I would argue that, in a trade, one knows what one is trading for, and has a claim to receive it. Had Red Peter's transformation been a trade, he would have had a claim, an assurance, of a "way out". However, he clearly does not have that. He fights for the "way out" in every step of his transformation. His intense and draining learning process, his insistence on variety shows, even his retort to the reporter who questions his humanity, are all attempts to secure his "way out". He is more akin to someone making valuable sacrifices to omnipotent gods then someone trading gold for guns.

Now I shall turn to the other sacrifice-like act described, albeit indirectly, in the report. That is the scapegoating of Red Peter by the Hagenbeck company, in particular by the poachers which captured him. For this analysis, I will use the conception of scapegoating made in Danta's essay.[4] This conception is based on a day of atonement ritual outlined in Leviticus. The scapegoat is one of two goats chosen through casting lots. One goat is sacrificed to the lord, while the other is released to the desert, carrying with it the sins of the community. The goat released to the desert is the scapegoat.  

Red Peter himself was a scapegoat for the Hagenbeck poachers. He is given a way out, like the scapegoat is released.  Other members of his species captured by the poachers die on the same ship, paralleling the goat which is sacrificed in the ritual. With that said, the goat's release into a hostile natural environment seems more akin to the suicidal freedom Red Peter contemplates than to the way out he chooses. A goat released alone to a dry and hostile desert has more in common with a wild ape trying to swim then with Red Peter's human lifestyle.
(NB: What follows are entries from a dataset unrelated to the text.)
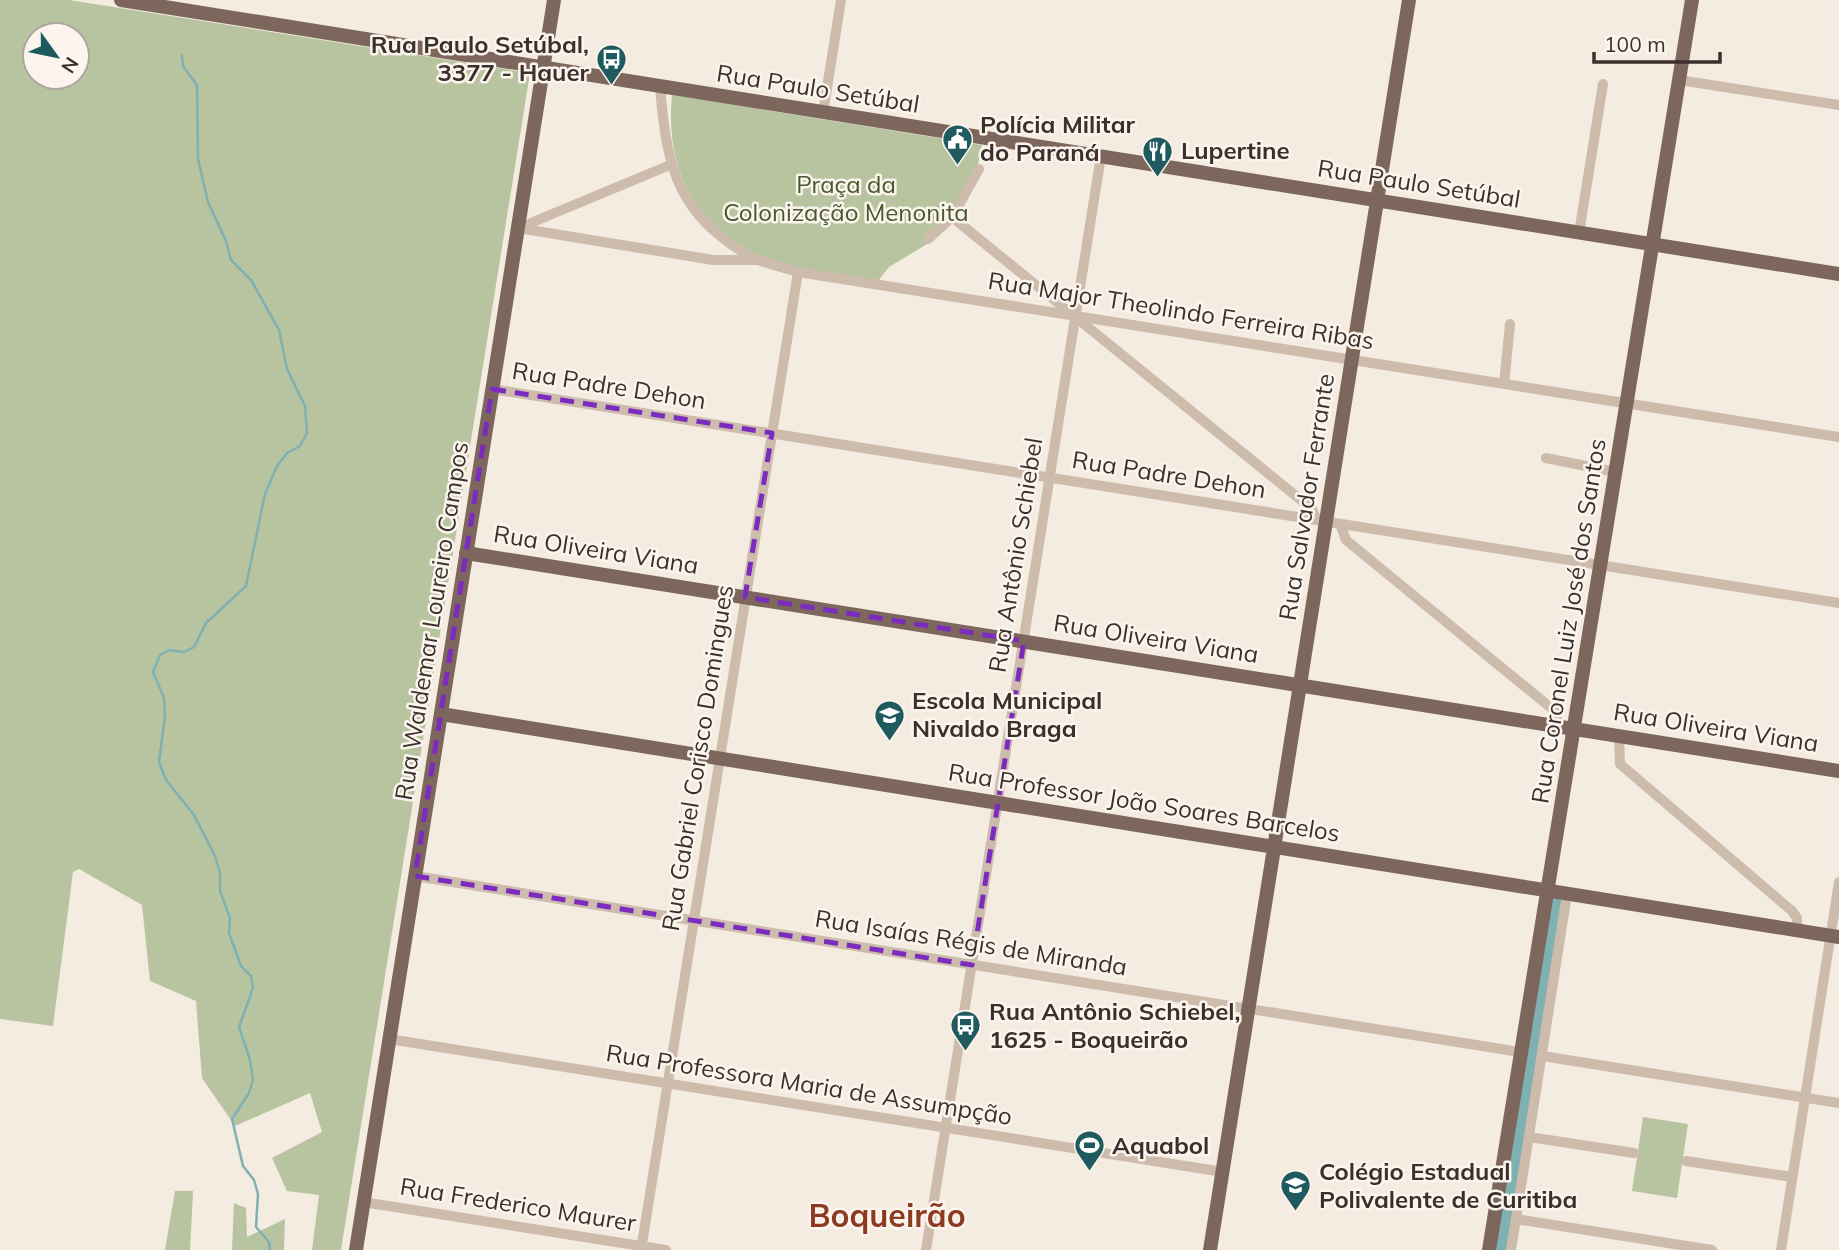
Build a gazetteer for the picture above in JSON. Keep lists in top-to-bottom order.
{
  "streets": {
    "main road": [
      "Rua Paulo Setúbal",
      "Rua Salvador Ferrante",
      "Rua Oliveira Viana",
      "Rua Waldemar Loureiro Campos",
      "Rua Coronel Luiz José dos Santos",
      "Rua Professor João Soares Barcelos"
    ],
    "street": [
      "Rua Major Theolindo Ferreira Ribas",
      "Rua Padre Dehon",
      "Rua Antônio Schiebel",
      "Rua Gabriel Corisco Domingues",
      "Rua Isaías Régis de Miranda",
      "Rua Professora Maria de Assumpção",
      "Rua Frederico Maurer"
    ]
  },
  "crossings": [
    ["Rua Paulo Setúbal", "Rua Salvador Ferrante"],
    ["Rua Paulo Setúbal", "Rua Antônio Schiebel"],
    ["Rua Paulo Setúbal", "Rua Waldemar Loureiro Campos"],
    ["Rua Paulo Setúbal", "Rua Coronel Luiz José dos Santos"],
    ["Rua Major Theolindo Ferreira Ribas", "Rua Salvador Ferrante"],
    ["Rua Major Theolindo Ferreira Ribas", "Rua Antônio Schiebel"],
    ["Rua Major Theolindo Ferreira Ribas", "Rua Waldemar Loureiro Campos"],
    ["Rua Major Theolindo Ferreira Ribas", "Rua Coronel Luiz José dos Santos"],
    ["Rua Major Theolindo Ferreira Ribas", "Rua Gabriel Corisco Domingues"],
    ["Rua Padre Dehon", "Rua Salvador Ferrante"],
    ["Rua Padre Dehon", "Rua Antônio Schiebel"],
    ["Rua Padre Dehon", "Rua Waldemar Loureiro Campos"],
    ["Rua Padre Dehon", "Rua Coronel Luiz José dos Santos"],
    ["Rua Padre Dehon", "Rua Gabriel Corisco Domingues"],
    ["Rua Salvador Ferrante", "Rua Oliveira Viana"],
    ["Rua Salvador Ferrante", "Rua Professor João Soares Barcelos"],
    ["Rua Salvador Ferrante", "Rua Isaías Régis de Miranda"],
    ["Rua Salvador Ferrante", "Rua Professora Maria de Assumpção"],
    ["Rua Oliveira Viana", "Rua Antônio Schiebel"],
    ["Rua Oliveira Viana", "Rua Waldemar Loureiro Campos"],
    ["Rua Oliveira Viana", "Rua Coronel Luiz José dos Santos"],
    ["Rua Oliveira Viana", "Rua Gabriel Corisco Domingues"],
    ["Rua Antônio Schiebel", "Rua Professor João Soares Barcelos"],
    ["Rua Antônio Schiebel", "Rua Isaías Régis de Miranda"],
    ["Rua Antônio Schiebel", "Rua Professora Maria de Assumpção"],
    ["Rua Waldemar Loureiro Campos", "Rua Professor João Soares Barcelos"],
    ["Rua Waldemar Loureiro Campos", "Rua Isaías Régis de Miranda"],
    ["Rua Waldemar Loureiro Campos", "Rua Professora Maria de Assumpção"],
    ["Rua Waldemar Loureiro Campos", "Rua Frederico Maurer"],
    ["Rua Coronel Luiz José dos Santos", "Rua Professor João Soares Barcelos"],
    ["Rua Coronel Luiz José dos Santos", "Rua Isaías Régis de Miranda"],
    ["Rua Gabriel Corisco Domingues", "Rua Professor João Soares Barcelos"],
    ["Rua Gabriel Corisco Domingues", "Rua Isaías Régis de Miranda"],
    ["Rua Gabriel Corisco Domingues", "Rua Professora Maria de Assumpção"],
    ["Rua Gabriel Corisco Domingues", "Rua Frederico Maurer"]
  ],
  "districts": ["Boqueirão"],
  "parks": ["Praça da Colonização Menonita"],
  "places": {
    "bus stop": ["Rua Paulo Setúbal, 3377 - Hauer", "Rua Antônio Schiebel, 1625 - Boqueirão"],
    "public building": ["Polícia Militar do Paraná"],
    "restaurant": ["Lupertine"],
    "school or university": ["Escola Municipal Nivaldo Braga", "Colégio Estadual Polivalente de Curitiba"],
    "sports": ["Aquabol"]
  },
  "scale_bar": "100 m",
  "north": "bottom right"
}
Does the goat's release parallel Red Peter's way out? What is this release? In the day of atonement ritual, control over the goat's movement is relinquished and the goat is placed in a hostile environment. Therefore, if Red Peter is a scapegoat, his way out should include Red Peter's movement no longer being controlled by Hagenbeck, and Red Peter being in a hostile environment after control is relinquished. It seems that the trainers and poachers of the Hagenbeck company did relinquish their control of Red Peter's movement. He now has a manager, not a trainer, and it seems he decides where to be of his own volition. Is he, like the goat, released into a hostile environment?
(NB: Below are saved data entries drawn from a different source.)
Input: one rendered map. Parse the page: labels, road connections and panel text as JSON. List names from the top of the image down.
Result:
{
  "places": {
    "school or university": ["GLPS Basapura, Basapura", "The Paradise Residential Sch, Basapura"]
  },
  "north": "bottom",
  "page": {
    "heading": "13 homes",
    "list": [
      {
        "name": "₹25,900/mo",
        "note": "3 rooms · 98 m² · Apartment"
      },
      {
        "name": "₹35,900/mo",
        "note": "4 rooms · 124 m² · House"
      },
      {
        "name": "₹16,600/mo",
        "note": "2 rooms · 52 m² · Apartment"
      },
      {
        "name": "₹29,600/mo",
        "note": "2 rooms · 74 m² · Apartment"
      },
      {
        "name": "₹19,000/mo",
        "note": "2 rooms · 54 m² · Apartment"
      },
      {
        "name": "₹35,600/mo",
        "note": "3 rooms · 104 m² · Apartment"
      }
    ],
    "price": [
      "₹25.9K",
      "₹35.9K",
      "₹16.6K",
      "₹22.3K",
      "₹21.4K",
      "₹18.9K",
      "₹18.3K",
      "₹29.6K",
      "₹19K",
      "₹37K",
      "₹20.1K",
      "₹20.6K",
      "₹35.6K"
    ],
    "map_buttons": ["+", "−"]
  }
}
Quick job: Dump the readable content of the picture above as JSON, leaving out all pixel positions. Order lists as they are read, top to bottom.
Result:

Red Peter certainly has no predators stalking him in his apartment or in his shows. However, he constantly re-affirms his humanity, which could hint towards his humanity being threatened or questioned. He reacts aggressively to a reporter claiming his simian nature has not been sufficiently suppressed. He distances himself from his simian past as much as he can, claiming it is far away from him as humans' simian past is from them. He behaves in a civil, respectable manner to the poachers who committed violent crimes against him, sharing drinks with the leader of the expedition. This act is not an expression of forgiveness; at least, not an honest one. His habit of removing his pants to expose the scar on his leg indicates that he still has resentment over what was done to him. The act of drinking with those who brutalized him seems to be a way for Red Peter to show that he is one of them. By drinking with the head of the expedition, Red Peter demonstrates that he has more in common with the criminal humans than the victimized apes. This reassurance indicates that Red Peter's humanity is being questioned. In his new environment, Red Peter has fewer threats of further damage to his body, but his "way out" seems constantly under threat of being taken away.
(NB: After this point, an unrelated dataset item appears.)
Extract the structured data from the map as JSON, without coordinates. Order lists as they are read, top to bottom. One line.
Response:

This consideration of the environment into which Red Peter is transported has some weight when compared to the historic Hagenbeck company. Hagenbeck justified their capture and display of animals by claiming to liberate them from the cruelty of nature and from hunters in their original environment.[5] Life in captivity is preferable to life in nature, according to the captors. We know little about Red Peter's past, simian life. He was captured from the wild, so it may have included some threat of predation and hunting. Whatever his former environment was, his current environment has its own, subtler hostilities, as previously mentioned.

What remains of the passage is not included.